I love how potato in French is pomme de terre, which pretty much means “earth apple.”
like what stupid frenchman saw this:
and said “zis petite légume looks like a, how you say, APPLE! hmmm… but it grows in ze earth… HON HON HON! MAIS OUI! C’EST UNE…
spanish lesson for today
estoy comiendo la papa = i am eating the potato
estoy comiendo el papa = i am eating the pope
Can we talk about the word queue
How many of those letters are really necessary
I count one

MALE PRIVILEGE IS WALKING INTO A GROUP OF AMIGAS AND TURNING IT INTO A GROUP OF AMIGOS
scenesfrom-an-italian-restaurant:
I just realized that “lead” rhymes with “read”, but “lead” also rhymes with “read”.
you piece of shit.
You just broke the English language.
why is it that all the most popular posts on tumblr
are written like this
with no capitals
and no punctuation
i just really want there to be a popular and grammatically correct post on tumblr
I think the majority of Tumblr’s dialect (is there a word for a written dialect? Hardly anyone speaks Tumblr.) comes from influence within the tag system.
My theory is that the lack of capitalization is stylized, ironic laziness (same reason as the increasingly popular use of abbreviations such as idek and ikr, and particles like desu), whereas the punctuation stems from the tag system, where commas split up tags. So, “this is like, so totally cool” would be tagged “this is like” “so totally cool.”
With commas struck from the tumblr blogger’s arsenal, they rely on run-on sentences and other means to show emphasis. One such means, spacing, is another quirk influenced by the tags. If you repeat a tag, it will only show once, which is why you get “really r e a l l y weird things like this.”
Also common on Tumblr are people who show their enthusiasm through their text by pretending their haNDS ARE FRKEAKIGN OUT AN D THEY CANT TPYE OMFGGGG. This adaptation is actually pretty cool, I think, as it serves to communicate tone across a very toneless medium.
Did you hear that noise? That was the sound of my desk breaking. My linguistics boner just snapped it in half.
I love the run-on tumblr style it’s like reading poetry or having a conversation with someone who’s so caught up with passion for a subject that they’re rambling on and on breathless and wild-eyed.
Shakespeare plays and sonnets performed using 400-year-old Original Pronunciation.

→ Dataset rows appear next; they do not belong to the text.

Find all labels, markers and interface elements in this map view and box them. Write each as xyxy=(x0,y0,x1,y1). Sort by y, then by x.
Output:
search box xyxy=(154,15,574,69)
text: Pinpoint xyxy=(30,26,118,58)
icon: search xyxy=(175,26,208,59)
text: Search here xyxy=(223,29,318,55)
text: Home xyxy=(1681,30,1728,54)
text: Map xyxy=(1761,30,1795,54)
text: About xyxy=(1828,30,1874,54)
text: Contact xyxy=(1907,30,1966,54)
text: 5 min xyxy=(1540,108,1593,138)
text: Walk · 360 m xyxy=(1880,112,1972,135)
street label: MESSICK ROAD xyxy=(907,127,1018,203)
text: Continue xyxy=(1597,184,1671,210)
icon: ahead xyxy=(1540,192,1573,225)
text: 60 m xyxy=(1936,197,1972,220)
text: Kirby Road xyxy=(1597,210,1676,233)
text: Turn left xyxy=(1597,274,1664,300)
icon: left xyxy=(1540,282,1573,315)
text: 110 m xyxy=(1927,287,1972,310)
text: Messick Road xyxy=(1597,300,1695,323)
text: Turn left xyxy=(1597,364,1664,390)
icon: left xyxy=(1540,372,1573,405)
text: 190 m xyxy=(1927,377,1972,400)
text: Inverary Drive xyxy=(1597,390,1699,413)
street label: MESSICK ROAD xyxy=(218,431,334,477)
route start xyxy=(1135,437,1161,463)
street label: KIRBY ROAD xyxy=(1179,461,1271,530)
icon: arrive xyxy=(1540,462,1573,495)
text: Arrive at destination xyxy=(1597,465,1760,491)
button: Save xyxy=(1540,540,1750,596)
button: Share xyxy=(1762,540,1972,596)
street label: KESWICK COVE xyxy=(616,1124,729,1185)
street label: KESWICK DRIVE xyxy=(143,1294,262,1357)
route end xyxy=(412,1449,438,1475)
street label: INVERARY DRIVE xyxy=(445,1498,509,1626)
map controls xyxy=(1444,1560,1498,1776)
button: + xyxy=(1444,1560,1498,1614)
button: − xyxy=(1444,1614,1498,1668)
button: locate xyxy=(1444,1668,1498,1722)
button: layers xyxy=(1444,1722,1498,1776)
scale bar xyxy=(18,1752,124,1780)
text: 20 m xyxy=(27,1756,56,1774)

This video demonstrates why historically informed performance can be so illuminating. Puns and lewd jokes, hidden in RP, leap out when performed in certain versions of OP. Rhymes that don’t work in RP, do in OP: love vs. prove, speak vs. break, etc. The ca. 1600 OP is so rich sounding; I would love to hear a production using it!
HBBO asked about unexpected “classics”. Here’s one.
YIIIIS. I use this in class and lost the video and now here that motherfucker is!
We were always taught by our literature lecturers to read Shakespeare in our local accent (Geordie) as our pronunciations are closer to OP than reading it in the classic “high art” style that you often hear in performances. Which helped a lot in understanding the text and jokes - though I suspect a performance in genuine OP would be even more enlightening.
Grammar glamour from Mental Floss.
What does English sound like to foreign ears?
We’ve all heard examples of fake Chinese or German from speakers who lack familiarity with either language. While typically cringe-worthy, these examples do raise interesting questions regarding our own language. What does English sound like to non-English speakers? After more than 40 years, Adriano Celentano’s “Prisencolinensinainciusol” remains one of the most illuminating examples.
The entire song is nonsense verse, neither English nor Italian, but the sounds are meant to resemble English. Linguist Mark Liberman wrote an interesting post about this sort of thing over at Language Log discussing yaourter, the French word for an attempt to speak or sing in a foreign language that one doesn’t know all that well. This often involves trying to sing a foreign song with nonsense or random words filling in the blanks. Liberman shares this wonderful quote from a random Internet user:
Just for the story, in France, when we don’t speak English and we want to imitate the sound, we call it “yaourter”(to yoghourt), the imitation sounds like a very nasal language, kind of like a baby crying. It mostly imitates the “cowboy” accent.
jesus christ this is actually reALLY FRUSTRATING IT SOUNDS LIKE ENGLISH BUT IT DOESNT MAKE WORDS
this is so catchy though holy shit
It goes like this: attache ta toque!
Okay literally it means fasten your hat basically but that’s boring as fuck and the real implied meaning here is HOLY SHIT HOLD THE FUCK ON SHIT’S ABOUT TO GET WILD.
You’re welcome.
Officially working the English translation into my vernacular.